[Madame Bovary by Gustave Flaubert]@TWC D-Link book
Madame Bovary

CHAPTER Nine
2/23

Of what had they spoken when it lay upon the wide-mantelled chimneys between flower-vases and Pompadour clocks?
She was at Tostes; he was at Paris now, far away! What was this Paris like?
What a vague name! She repeated it in a low voice, for the mere pleasure of it; it rang in her ears like a great cathedral bell; it shone before her eyes, even on the labels of her pomade-pots.
At night, when the carriers passed under her windows in their carts singing the "Marjolaine," she awoke, and listened to the noise of the iron-bound wheels, which, as they gained the country road, was soon deadened by the soil.

"They will be there to-morrow!" she said to herself.
And she followed them in thought up and down the hills, traversing villages, gliding along the highroads by the light of the stars.

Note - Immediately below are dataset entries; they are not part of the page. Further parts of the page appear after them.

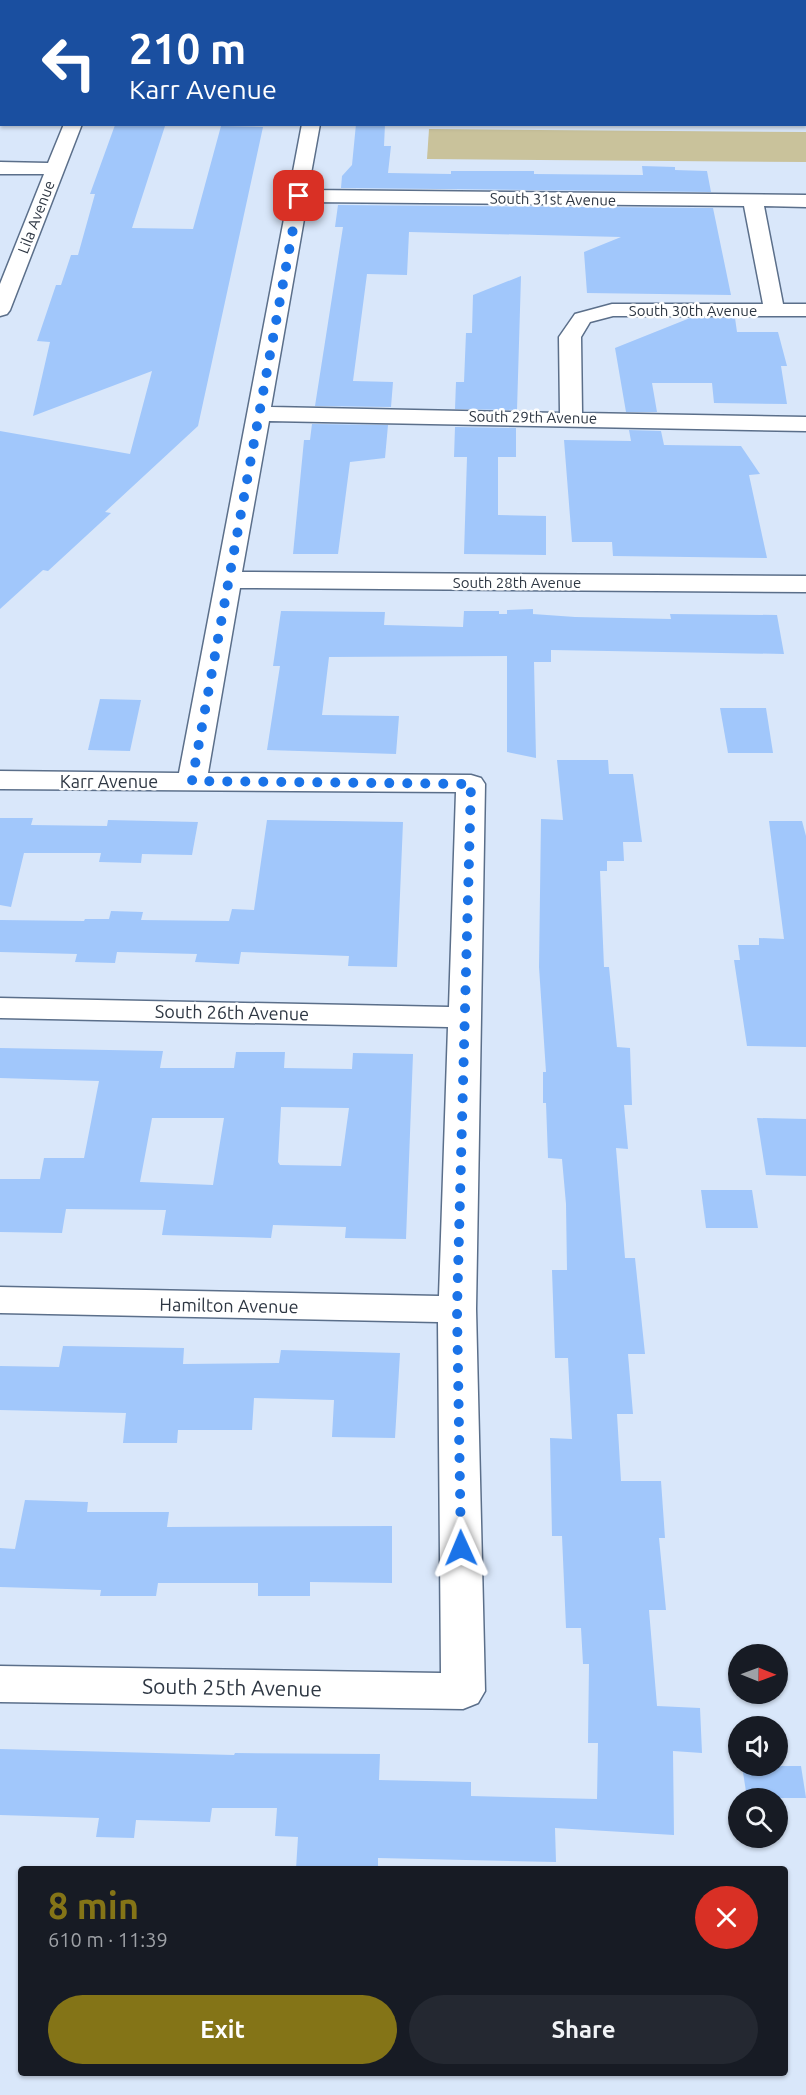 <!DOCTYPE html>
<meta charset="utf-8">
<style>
body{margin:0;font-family:Ubuntu,sans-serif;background:#242831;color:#f1f3f6;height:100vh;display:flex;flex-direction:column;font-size:22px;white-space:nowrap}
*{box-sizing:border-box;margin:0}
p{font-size:20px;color:#9ea1a6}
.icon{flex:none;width:33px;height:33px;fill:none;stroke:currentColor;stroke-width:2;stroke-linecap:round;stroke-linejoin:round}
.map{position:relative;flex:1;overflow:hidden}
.sheet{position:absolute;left:18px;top:1866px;width:770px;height:210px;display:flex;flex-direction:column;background:#171b24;border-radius:6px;box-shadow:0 2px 4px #0004}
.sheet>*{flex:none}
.hud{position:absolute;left:0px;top:0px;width:807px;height:126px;box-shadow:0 2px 4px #0004;background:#1a4fa0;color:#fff;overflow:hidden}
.needle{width:39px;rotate:91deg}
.tools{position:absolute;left:728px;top:1644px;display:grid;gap:12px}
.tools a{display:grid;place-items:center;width:60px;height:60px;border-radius:50%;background:#171b24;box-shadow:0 2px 4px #0004;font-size:30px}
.pin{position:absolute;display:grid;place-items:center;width:51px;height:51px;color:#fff;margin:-26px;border-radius:12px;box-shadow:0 3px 9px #0006}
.me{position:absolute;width:66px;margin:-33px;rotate:359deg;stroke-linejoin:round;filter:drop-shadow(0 0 4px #0008)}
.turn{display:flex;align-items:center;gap:21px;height:126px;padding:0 30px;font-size:27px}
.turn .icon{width:78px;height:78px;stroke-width:2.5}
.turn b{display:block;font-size:42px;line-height:51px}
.round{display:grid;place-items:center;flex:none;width:63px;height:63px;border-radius:32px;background:#242831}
.summary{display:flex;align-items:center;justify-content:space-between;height:102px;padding:0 30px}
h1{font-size:36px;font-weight:600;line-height:45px;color:#847417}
.primary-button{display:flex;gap:12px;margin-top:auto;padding:12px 30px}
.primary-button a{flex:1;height:69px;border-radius:36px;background:#847417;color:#fff;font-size:24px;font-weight:600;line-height:69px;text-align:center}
.primary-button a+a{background:#242831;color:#f1f3f6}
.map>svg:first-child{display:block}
.green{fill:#c9c29b}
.building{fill:#a1c7fb;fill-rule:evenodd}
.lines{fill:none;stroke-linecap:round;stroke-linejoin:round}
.street-casing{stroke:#5b6f8a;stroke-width:3}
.secondary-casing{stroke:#5b6f8a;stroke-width:3}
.street{fill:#fff;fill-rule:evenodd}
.secondary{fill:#f4eeca;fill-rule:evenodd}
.route{stroke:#1a73e8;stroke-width:10;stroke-dasharray:0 18}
.labels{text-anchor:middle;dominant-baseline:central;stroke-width:5;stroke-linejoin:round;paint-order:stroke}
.far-street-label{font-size:15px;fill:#2e3743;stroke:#fff}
.street-label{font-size:18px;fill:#2e3743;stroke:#fff}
.near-street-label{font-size:21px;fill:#2e3743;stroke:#fff}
</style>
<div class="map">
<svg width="806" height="2095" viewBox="0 0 806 2095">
<rect width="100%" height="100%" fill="#d9e7fa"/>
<polygon class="green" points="429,129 806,132 806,162 427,159"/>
<g class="building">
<polygon points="356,124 385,124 384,146 391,146 388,173 451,174 451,171 534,171 534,174 643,175 642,166 675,167 675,170 707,171 711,192 341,188 342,176 352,165"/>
<polygon points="115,125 165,126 132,228 193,229 221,126 263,127 198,426 105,512 111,513 48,571 43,570 0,609 0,431 130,454 152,371 33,416 50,342 37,341 56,285 61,285 71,255 78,255 95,194 90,194"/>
<polygon points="338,205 713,208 731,295 587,293 584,252 621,237 409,232 407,275 367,274 353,381 393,382 391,407 315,406 343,227 335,227"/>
<polygon points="521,276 517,410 455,409 456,382 464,382 466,333 472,333 473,295"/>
<polygon points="690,318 735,318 737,332 778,332 787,366 781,366 787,404 714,403 712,383 652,383 657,412 626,412 615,348"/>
<polygon points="312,424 388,425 385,458 350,462 338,554 293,554 304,440 310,440"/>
<polygon points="455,427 516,428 516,457 498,457 498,515 546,516 546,555 464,554 467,457 454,457"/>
<polygon points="629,430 661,431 664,445 741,446 760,474 749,475 767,558 613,556 612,542 572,542 564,440 631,441"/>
<polygon points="533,609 533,614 575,617 671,619 670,614 777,615 784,654 551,650 551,662 534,662 536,758 507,752 507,656 329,657 322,715 399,716 396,754 267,750 280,666 273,666 281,611 385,612 384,625 463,627 464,611 499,611 499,614 507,614 507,610"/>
<polygon points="100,699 141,700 130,751 88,750"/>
<polygon points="720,708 766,708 773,753 728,753"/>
<polygon points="557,760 608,760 609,774 633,774 642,842 623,842 624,861 607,861 607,871 600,871 604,967 609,967 617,1047 630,1048 632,1105 624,1105 628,1149 616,1148 625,1258 635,1258 645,1354 628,1354 633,1414 617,1414 621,1481 661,1481 665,1538 659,1538 666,1610 649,1610 657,1706 700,1708 702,1753 673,1751 674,1835 555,1828 556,1862 378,1858 378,1869 296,1869 298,1837 275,1836 277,1808 212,1808 210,1822 136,1820 134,1838 96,1837 99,1818 0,1815 0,1749 234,1755 235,1753 380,1754 379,1780 471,1782 471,1796 597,1799 598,1743 588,1743 589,1664 583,1664 581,1628 566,1628 562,1536 552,1536 550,1438 572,1439 568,1358 555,1358 552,1270 567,1270 566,1204 562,1159 548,1158 546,1103 543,1103 543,1072 546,1072 539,967 541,819 563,820"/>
<polygon points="0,818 33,818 31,825 107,826 108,820 198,822 192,855 142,854 141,863 99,862 101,853 24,853 11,907 0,905"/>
<polygon points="267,820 403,822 397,967 348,966 349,956 241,952 239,964 195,962 197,954 117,952 115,963 75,962 77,954 0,952 0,920 84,921 85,919 109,919 111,911 143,912 141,920 229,921 232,909 254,910"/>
<polygon points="769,821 802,821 806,836 806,1047 747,1046 734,960 740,960 738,945 759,945 759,938 784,939"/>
<path d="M0,1048l163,3 -3,17h74l2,-16h49l-1,16 68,1 1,-16 60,1 -7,185 -61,-1 1,-11 -73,-2 -2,13 -109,-3 4,-25 -100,-1 -4,24 -62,-1v-53h40l4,-21h40l15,-77 -99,-3zM281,1107l68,1 -8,58 -61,-1 -2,-3zM152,1118h72l-11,67 -73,-3z"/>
<polygon points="757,1118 806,1119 806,1176 766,1175"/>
<polygon points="701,1190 752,1190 758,1228 706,1228"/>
<polygon points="63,1346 184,1348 183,1364 279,1363 281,1350 400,1353 395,1438 332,1437 334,1400 254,1398 252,1430 178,1430 177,1443 123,1443 126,1413 0,1410 0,1366 59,1367"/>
<polygon points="25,1500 88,1502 87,1512 169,1512 167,1527 392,1526 392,1583 310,1582 310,1596 258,1596 258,1583 158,1583 156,1596 100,1596 101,1590 0,1587 0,1548 15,1549"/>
<polygon points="742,1766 801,1766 806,1798 747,1798"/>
</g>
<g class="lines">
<g class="street-casing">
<g id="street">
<rect x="201" y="0" width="16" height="2"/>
<rect x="444" y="0" width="16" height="2"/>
<polygon points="683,0 806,0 806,6 806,2"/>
<polygon points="64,124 82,124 10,310 7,314 0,316 0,284 44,174 0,174 0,162 48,163"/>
<path d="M302,124h18l-12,66 498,5v12l-42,-1 19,98h23v12h-193l-23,6 -9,15 1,76 224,4v14l-537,-10 -27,151 564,4v16l-566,-4 -32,185 263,2 10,3 4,6 -9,525 9,382 -7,12 -15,6 -463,-7v-36l441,7 -3,-351 -438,-9v-26l439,9 9,-269 -448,-9v-20l449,9 7,-215 -456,-3v-18l179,2zM307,202l437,4 19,98h-151l-37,10 -16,23 1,76 -289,-6z"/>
</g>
</g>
<g class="secondary-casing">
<rect id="secondary" x="0" y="84" width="2" height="10"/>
</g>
<use href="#street" class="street"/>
<use href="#secondary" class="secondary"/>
</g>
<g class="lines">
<polyline class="route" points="299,196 192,781 471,784 457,1310 461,1548"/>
</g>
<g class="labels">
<g class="far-street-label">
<text transform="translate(553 199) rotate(1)">South 31st Avenue</text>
<text transform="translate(36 217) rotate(-69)">Lila Avenue</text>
<text x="693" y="310">South 30th Avenue</text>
<text transform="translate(533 417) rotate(1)">South 29th Avenue</text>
<text x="517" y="582">South 28th Avenue</text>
</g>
<g class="street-label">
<text x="109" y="781">Karr Avenue</text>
<text transform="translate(232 1012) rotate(1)">South 26th Avenue</text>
<text transform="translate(229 1305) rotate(1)">Hamilton Avenue</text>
</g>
<g class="near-street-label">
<text transform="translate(232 1687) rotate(1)">South 25th Avenue</text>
</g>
</g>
</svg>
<div class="tools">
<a><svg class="needle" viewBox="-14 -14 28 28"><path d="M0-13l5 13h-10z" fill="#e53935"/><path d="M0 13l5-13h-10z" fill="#9ea1a6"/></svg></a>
<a><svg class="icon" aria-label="sound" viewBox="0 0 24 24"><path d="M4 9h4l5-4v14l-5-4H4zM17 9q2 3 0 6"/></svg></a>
<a><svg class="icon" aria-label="search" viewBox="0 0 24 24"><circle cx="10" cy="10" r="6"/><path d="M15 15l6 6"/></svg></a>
</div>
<div class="pin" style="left:299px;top:196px;background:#d93025"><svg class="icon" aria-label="arrive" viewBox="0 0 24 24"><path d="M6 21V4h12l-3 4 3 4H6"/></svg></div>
<svg class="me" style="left:461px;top:1548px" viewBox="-20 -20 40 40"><path d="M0-17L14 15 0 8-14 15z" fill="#1a73e8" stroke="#fff" stroke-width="4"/></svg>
<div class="hud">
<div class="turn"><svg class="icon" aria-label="left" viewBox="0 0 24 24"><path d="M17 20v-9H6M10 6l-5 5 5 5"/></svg><div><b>210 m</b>Karr Avenue</div></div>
</div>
<section class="sheet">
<div class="summary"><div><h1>8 min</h1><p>610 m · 11:39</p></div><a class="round" style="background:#d93025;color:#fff"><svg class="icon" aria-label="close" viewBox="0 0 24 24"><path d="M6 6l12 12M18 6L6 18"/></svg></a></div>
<div class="primary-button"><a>Exit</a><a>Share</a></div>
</section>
</div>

At the end of some indefinite distance there was always a confused spot, into which her dream died.
She bought a plan of Paris, and with the tip of her finger on the map she walked about the capital.

She went up the boulevards, stopping at every turning, between the lines of the streets, in front of the white squares that represented the houses.

At last she would close the lids of her weary eyes, and see in the darkness the gas jets flaring in the wind and the steps of carriages lowered with much noise before the peristyles of theatres.
She took in "La Corbeille," a lady's journal, and the "Sylphe des Salons." She devoured, without skipping a word, all the accounts of first nights, races, and soirees, took interest in the debut of a singer, in the opening of a new shop.